→ **Source data**:

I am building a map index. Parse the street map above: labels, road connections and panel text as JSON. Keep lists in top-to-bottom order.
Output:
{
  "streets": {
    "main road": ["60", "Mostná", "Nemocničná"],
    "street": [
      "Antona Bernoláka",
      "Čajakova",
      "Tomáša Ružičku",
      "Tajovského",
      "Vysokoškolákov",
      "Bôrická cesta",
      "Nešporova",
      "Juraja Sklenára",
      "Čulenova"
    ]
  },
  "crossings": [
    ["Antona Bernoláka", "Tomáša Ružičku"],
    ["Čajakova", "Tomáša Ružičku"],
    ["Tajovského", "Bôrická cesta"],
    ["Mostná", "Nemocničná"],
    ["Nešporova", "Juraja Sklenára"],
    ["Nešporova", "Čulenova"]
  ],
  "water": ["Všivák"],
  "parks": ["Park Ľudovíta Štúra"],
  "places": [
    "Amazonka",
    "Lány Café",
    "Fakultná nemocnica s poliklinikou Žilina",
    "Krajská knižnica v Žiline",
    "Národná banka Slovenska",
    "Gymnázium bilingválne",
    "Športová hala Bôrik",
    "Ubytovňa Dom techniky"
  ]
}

→ **Work request**: Copy each line of the entries that includes the word "Tajovského".

→ **Solution for this problem**:
      "Tajovského",
    ["Tajovského", "Bôrická cesta"],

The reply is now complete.